= Starter Home Revitalization Act =

California housing law

The Starter Home Revitalization Act of 2021 (SHRA), officially California Assembly Bill 803 (AB 803), is a 2021 California statute law which requires local governments approve an application to subdivide a lot (up to five acres) zoned for multifamily housing into smaller lots for single-family homes if it meets specific criteria. The bill was authored by Tasha Boerner Horvath and signed into law by Governor Gavin Newsom on August 31, 2021.

== Amendments ==

=== SB 684 ===
California Senate Bill 684 (SB 684) is a 2023 California statute which requires cities to ministerially allow property owners to subdivide multifamily lots to create subdivisions with up to 10 houses, townhouses or condos in multi-family-zoned areas. The law amended the 1974 Subdivision Map Act to streamline approvals for more housing on a single parcel of land.

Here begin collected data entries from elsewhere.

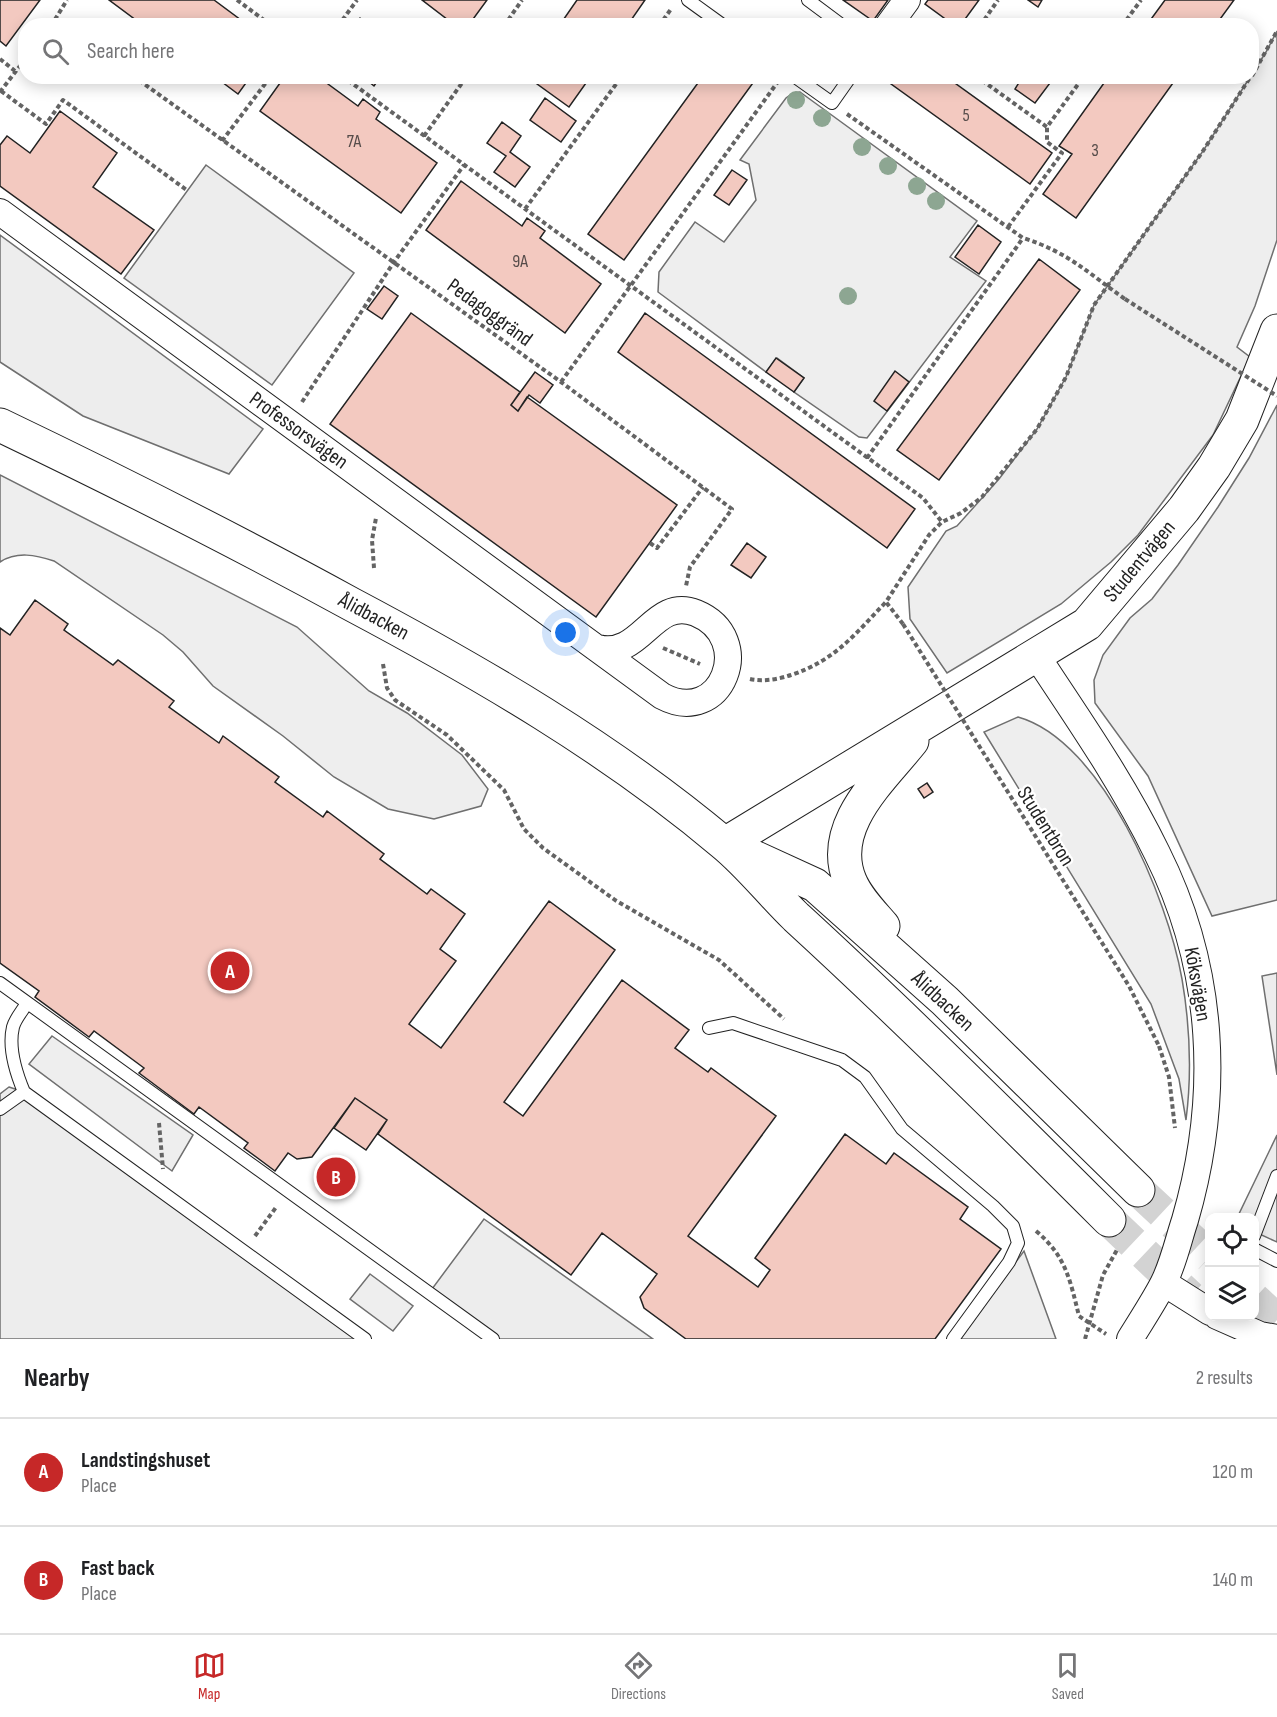 <!DOCTYPE html>
<html lang="en">
<head>
<meta charset="utf-8">
<style>
  :root { --surface:#fff; --page:#f2f2f2; --text:#202124; --muted:#757577; --line:#e0e0e0; --accent:#c62828 }
  body { margin:0; font-family:"Sofia Sans Condensed",sans-serif; background:var(--page); color:var(--text) }
  .controls { position:absolute; right:18px; bottom:18px; display:grid; overflow:hidden; border-radius:12px; box-shadow:0 3px 15px #0003 }
  .controls button { width:54px; height:54px; display:grid; place-items:center; padding:0; border:0; border-bottom:2px solid var(--line); background:var(--surface); color:var(--text); font:30px sans-serif }
  .you { position:absolute; left:566px; top:633px; width:21px; height:21px; margin:-15px; border:4px solid #fff; border-radius:50%; background:#1a73e8; box-shadow:0 0 0 9px #1a73e833 }
  .badge { display:grid; place-items:center; width:39px; height:39px; border-radius:50%; background:var(--accent); color:#fff; font-size:20px; font-weight:700 }
  .pin { position:absolute; translate:-50% -50%; border:3px solid #fff; box-shadow:0 2px 6px #0006 }
  .list { margin:0; padding:0; list-style:none }
  h2 { display:flex; justify-content:space-between; align-items:center; height:78px; margin:0; padding:0 24px; font-size:26px }
  h2 small { font-size:20px; font-weight:400; color:var(--muted) }
  .list li { display:grid; grid-template-columns:39px 1fr auto; gap:18px; align-items:center; box-sizing:border-box; height:108px; padding:0 24px; border-top:2px solid var(--line) }
  .list b { display:block; font-size:22px; white-space:nowrap }
  .list p { margin:0; font-size:20px; white-space:nowrap; color:var(--muted) }
  .list em { font-size:20px; font-style:normal; color:var(--muted) }
  .icon { flex:none; width:33px; height:33px; fill:none; stroke:currentColor; stroke-width:2; stroke-linecap:round; stroke-linejoin:round }
  .map { position:relative; flex:none; width:1277px; height:1339px; overflow:hidden }
  .search { position:absolute; background:var(--surface); box-shadow:0 3px 15px #0003; left:18px; right:18px; top:18px; height:66px; display:flex; align-items:center; gap:15px; box-sizing:border-box; padding:0 21px; border-radius:24px; color:var(--muted); font-size:22px }
  .sheet { height:294px; background:var(--surface) }
  nav { display:flex; justify-content:space-around; align-items:center; box-sizing:border-box; height:84px; border-top:2px solid var(--line); background:var(--surface); font-size:16px; color:var(--muted) }
  nav a { display:grid; justify-items:center; gap:3px }
  nav .on { color:var(--accent) }
  .map>svg:first-child { display:block }
  .green { fill:#eee; stroke:#6f6f6f; stroke-width:1.5 }
  .parking { fill:#ededed; stroke:#6f6f6f; stroke-width:1.5 }
  .building { fill:#f3c9c0; stroke:#222; stroke-width:1.5 }
  .lines { fill:none; stroke-linecap:round; stroke-linejoin:round }
  .secondary-tunnel { stroke:#d3d3d3; stroke-width:33; stroke-dasharray:33 16; stroke-linecap:butt }
  .lane-casing { stroke:#222; stroke-width:14 }
  .street-casing { stroke:#222; stroke-width:28 }
  .secondary-casing { stroke:#222; stroke-width:35 }
  .path { stroke:#646464; stroke-width:4; stroke-dasharray:4.5 3; stroke-linecap:butt }
  .lane { stroke:#fff; stroke-width:12 }
  .street { stroke:#fff; stroke-width:26 }
  .secondary { stroke:#fff; stroke-width:33 }
  .path-bridge { stroke:#646464; stroke-width:4; stroke-dasharray:4.5 3; stroke-linecap:butt }
  .tree { fill:#8da692 }
  .labels { text-anchor:middle; stroke-width:4.5; stroke-linejoin:round; paint-order:stroke }
  .number-label { font-size:18px; fill:#564c4a }
  .street-label { font-size:21px; fill:#222; stroke:#fff }
</style>
</head>
<body>
<div class="map">
<svg width="1277" height="1339" viewBox="0 0 1277 1339">
  <rect width="100%" height="100%" fill="#fff"/>
  <path class="green" d="M1277,31V240L1255,306L1237,347L1250,357L1213,435L1138,535L1111,562L1061,604L947,673L910,619L908,587L946,531L957,526L999,479L1037,429L1066,377L1094,305L1203,151L1266,52Z
    M800,92L977,221L950,257L986,281L867,438L859,437L794,392L804,378L777,358L766,372L658,292L659,272L695,222L724,242L756,200L749,164L740,160L786,98L793,93Z
    M1277,405V900L1212,916L1148,776L1095,703L1094,680L1103,655L1130,618L1152,599L1178,565L1218,507L1249,458Z
    M0,475L297,627L369,691L407,713L462,755L488,789L481,806L434,819L388,809L334,777L283,736L213,686L183,652L163,635L54,561C36,555 17,551 0,562Z
    M1018,717C1103,741 1168,899 1182,979C1190,1026 1192,1073 1186,1120L1179,1079L1151,1004L984,732Z
    M52,1036L193,1135L172,1171L29,1064Z
    M1024,1251L1056,1339H958Z
    M370,1274L413,1306L393,1331L350,1299Z"/>
  <path class="parking" d="M206,165L354,273L272,385L124,278Z
    M0,235L263,429L229,474L83,416L0,362Z
    M1277,973V1075L1262,976Z
    M9,1087L24,1092L365,1339H0V1094Z
    M1277,1135V1242L1255,1232L1254,1218H1237Z
    M484,1219L653,1339H493L429,1293Z"/>
  <path class="building" d="M0,0H40L6,46L0,41Z
    M109,0H214L249,26H144Z
    M422,0H487L468,26H456Z
    M577,0H645L627,26H559Z
    M843,0H888L873,21Z
    M928,0H979L960,26H955L925,4Z
    M1028,0H1042L1038,7Z
    M1165,0H1234L1215,26H1146Z
    M360,18L370,26H354Z
    M214,76H251L238,94Z
    M285,76H317L358,106L363,99L380,112L376,119L437,163L401,213L260,111Z
    M362,76H381L374,86Z
    M526,76H591L569,107Z
    M703,76H758L624,260L588,234Z
    M880,76H945L1052,153L1030,184Z
    M1023,76H1040L1050,83L1035,103L1015,89Z
    M1109,76H1178L1076,218L1043,194L1072,154L1059,146Z
    M545,98L576,121L561,142L530,120Z
    M60,111L117,153L93,187L154,230L121,274L0,186V145L7,136L30,153Z
    M502,122L521,136L510,152L530,167L515,187L494,172L506,156L487,143Z
    M732,170L747,180L729,205L714,195Z
    M461,181L522,226L527,218L545,231L540,238L601,284L565,333L426,230Z
    M978,225L1001,242L979,274L955,257Z
    M1039,259L1080,290L939,480L897,450Z
    M384,286L398,296L382,319L367,309Z
    M411,313L520,392L511,405L518,411L527,397L677,505L596,617L330,424Z
    M645,313L915,509L887,548L618,352Z
    M776,358L804,378L794,392L766,372Z
    M895,371L909,382L887,411L874,401Z
    M535,372L553,385L540,403L529,395L518,411L511,405Z
    M747,543L766,557L751,578L731,565Z
    M35,600L68,624L64,630L113,665L118,660L174,701L169,707L219,743L223,736L279,777L275,782L323,817L327,811L384,854L380,859L427,894L431,889L465,914L440,949L456,961L409,1024L441,1048L549,901L615,950L504,1102L523,1116L622,980L689,1030L675,1048L708,1072L711,1068L776,1116L688,1236L758,1287L770,1270L755,1258L845,1134L886,1164L894,1153L968,1207L960,1219L1001,1249L935,1339H686L644,1308L640,1297L657,1274L602,1233L571,1275L378,1134L387,1120L355,1098L312,1157L297,1159L288,1153L275,1171L244,1148L248,1143L199,1107L194,1114L139,1073L144,1068L94,1031L89,1037L35,997L39,991L0,963V628L10,635Z
    M927,783L933,792L924,798L918,789Z
    M355,1098L387,1120L366,1150L334,1128Z"/>
  <g class="lines">
    <path class="secondary-tunnel" d="M1138,1190L1210,1257
      M1109,1220L1190,1297
      M1254,1299L1277,1320"/>
    <g class="lane-casing">
      <path id="lane" d="M688,0L724,26
        M808,0L843,26
        M794,76L832,103L851,76
        M0,983L493,1339
        M27,1003C23,1010 15,1019 13,1027C8,1048 16,1073 24,1092L365,1339
        M709,1028L733,1023L842,1060L865,1077L902,1129L993,1206L1013,1226L1018,1243L1009,1262L953,1339
        M0,1109L24,1092
        M1254,1236L1277,1176
        M1254,1249L1277,1261"/>
    </g>
    <g class="street-casing">
      <path id="street" d="M888,26L907,0
        M0,212L662,696C722,728 757,638 696,613C653,596 642,659 598,648
        M1036,655C1079,720 1123,783 1157,853C1215,969 1221,1096 1185,1220C1178,1241 1173,1265 1163,1284C1153,1303 1141,1321 1130,1339
        M1164,1283L1210,1312
        M1217,1316L1260,1335L1277,1338"/>
    </g>
    <g class="secondary-casing">
      <path id="secondary" d="M0,425C119,482 236,541 351,604C481,673 610,748 723,843C750,865 771,893 796,917C903,1015 1006,1117 1109,1220
        M725,844L1087,624L1184,509L1214,467L1242,420L1277,331
        M743,852L815,885L945,1001L1138,1190
        M883,926C871,912 857,898 850,881C827,826 882,779 912,741"/>
    </g>
    <path class="path" d="M237,0L272,26
      M55,20L62,26
      M51,26L67,0
      M338,26L357,0
      M504,26L522,0
      M659,26L671,9
      M980,26L998,0
      M1122,26L1141,0
      M0,59L15,71
      M133,76L561,382L732,509L690,567L686,586
      M342,76L923,498L942,522
      M976,76L1047,127L1084,76
      M1252,76L1277,31
      M1,91L46,124L63,100L188,191
      M0,92L26,58
      M847,114L1023,238C1068,252 1088,273 1125,299
      M424,136L467,76
      M222,141L271,76
      M525,209L622,76
      M1008,227L1062,153L1047,142V127
      M561,382L777,83
      M302,402L394,262L464,165
      M867,458L1023,238
      M650,543L657,548L703,487
      M374,568L372,540L376,518
      M903,624L886,602L929,535L942,522L961,513L982,497L1037,429L1066,377L1094,305L1203,151L1251,76
      M663,648L700,664
      M383,664L387,688L395,700L447,735L504,790L524,829L543,848L615,900L719,960L784,1019
      M750,679C763,682 779,679 791,675C836,660 855,634 886,602
      M1159,1046L1169,1077L1175,1128
      M159,1123L163,1169
      M1036,1231C1066,1256 1070,1280 1079,1316L1106,1334
      M255,1236L277,1206
      M1085,1339L1103,1275L1118,1248"/>
    <use href="#lane" class="lane"/>
    <use href="#street" class="street"/>
    <use href="#secondary" class="secondary"/>
    <path class="path-bridge" d="M1125,299L1277,396
      M903,624L1129,986L1159,1046"/>
  </g>
  <g class="tree">
    <circle cx="796" cy="100" r="9"/>
    <circle cx="822" cy="118" r="9"/>
    <circle cx="862" cy="147" r="9"/>
    <circle cx="888" cy="166" r="9"/>
    <circle cx="917" cy="186" r="9"/>
    <circle cx="936" cy="201" r="9"/>
    <circle cx="848" cy="296" r="9"/>
  </g>
  <g class="labels">
    <g class="number-label">
      <text x="966" y="121">5</text>
      <text x="354" y="147">7A</text>
      <text x="1095" y="156">3</text>
      <text x="520" y="267">9A</text>
    </g>
    <g class="street-label">
      <text transform="translate(490 312) rotate(36)" y="7">Pedagoggränd</text>
      <text transform="translate(299 430) rotate(36)" y="7">Professorsvägen</text>
      <text transform="translate(1139 561) rotate(-50)" y="7">Studentvägen</text>
      <text transform="translate(374 616) rotate(28)" y="7">Ålidbacken</text>
      <text transform="translate(1046 826) rotate(58)" y="7">Studentbron</text>
      <text transform="translate(1198 984) rotate(80)" y="7">Köksvägen</text>
      <text transform="translate(943 1001) rotate(43)" y="7">Ålidbacken</text>
    </g>
  </g>
</svg>
<div class="controls">
<button><svg class="icon" aria-label="locate" viewBox="0 0 24 24"><circle cx="12" cy="12" r="6"/><path d="M12 2v4M12 18v4M2 12h4M18 12h4"/></svg></button>
<button><svg class="icon" aria-label="layers" viewBox="0 0 24 24"><path d="M12 4l9 5-9 5-9-5zM3 14l9 5 9-5"/></svg></button>
</div>
<div class="you"></div>
<div class="pin badge" style="left:230px;top:971px">A</div>
<div class="pin badge" style="left:336px;top:1177px">B</div>
<div class="search"><svg class="icon" aria-label="search" viewBox="0 0 24 24"><circle cx="10" cy="10" r="6"/><path d="M15 15l6 6"/></svg>Search here</div>
</div>
<section class="sheet">
<h2>Nearby<small>2 results</small></h2>
<ul class="list">
<li><span class="badge">A</span><div><b>Landstingshuset</b><p>Place</p></div><em>120 m</em></li>
<li><span class="badge">B</span><div><b>Fast back</b><p>Place</p></div><em>140 m</em></li>
</ul>
</section>
<nav>
<a class="on"><svg class="icon" aria-label="map" viewBox="0 0 24 24"><path d="M3 6l6-2 6 2 6-2v14l-6 2-6-2-6 2zM9 4v14M15 6v14"/></svg>Map</a>
<a><svg class="icon" aria-label="directions" viewBox="0 0 24 24"><path d="M12 3l9 9-9 9-9-9zM9 14v-3h6M13 9l2 2-2 2"/></svg>Directions</a>
<a><svg class="icon" aria-label="saved" viewBox="0 0 24 24"><path d="M7 4h10v16l-5-4-5 4z"/></svg>Saved</a>
</nav>
</body>
</html>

The law also amended the Planning and Zoning Law as well as the SHRA. The law requires that eligible housing projects must protect existing housing that:

- is designated for low-income tenants;
- is rent-controlled;
- has been occupied by renters in the last 5 years, and subject to local and environmental standards.
The law also limits the period for cities and counties to approve or deny an application under the law to 60 days, with applications being deemed approved after the period's expiration unless the local government makes a finding related to the development’s compliance with certain requirements or the development’s specific, adverse public health or safety impact.

The law, drafted by Anna Caballero, was originally written to apply to single-family zones of housing, but the language regarding single-family zones was removed by the Assembly Housing Committee prior to passing the Assembly. The bill was signed into law by Gavin Newsom on October 11, 2023, and took effect on July 1, 2024.

The first project to utilize the bill broke ground on March 6, 2026, in the city of Campbell.

=== SB 1123 ===
A subsequent law, SB 1123 (2024), allows for SB 684 to be applied to vacant lots in single family zones. The bill also clarified language in SB 684 so that variety of different lower-cost homeownership types and builders are eligible to use the bill, including tenancies in common and community land trusts. The bill, also drafted by Caballero, was signed into law by Newsom on September 19, 2024, and took effect on July 1, 2025.

== Proposed amendments ==
SB 1116 (2026), introduced by Caballero, would amend the SHRA to increase design flexibility, update definitions, and add new oversight and reporting requirements, among other changes. The bill was passed by the Legislature on August 26, 2026 and sent to the governor.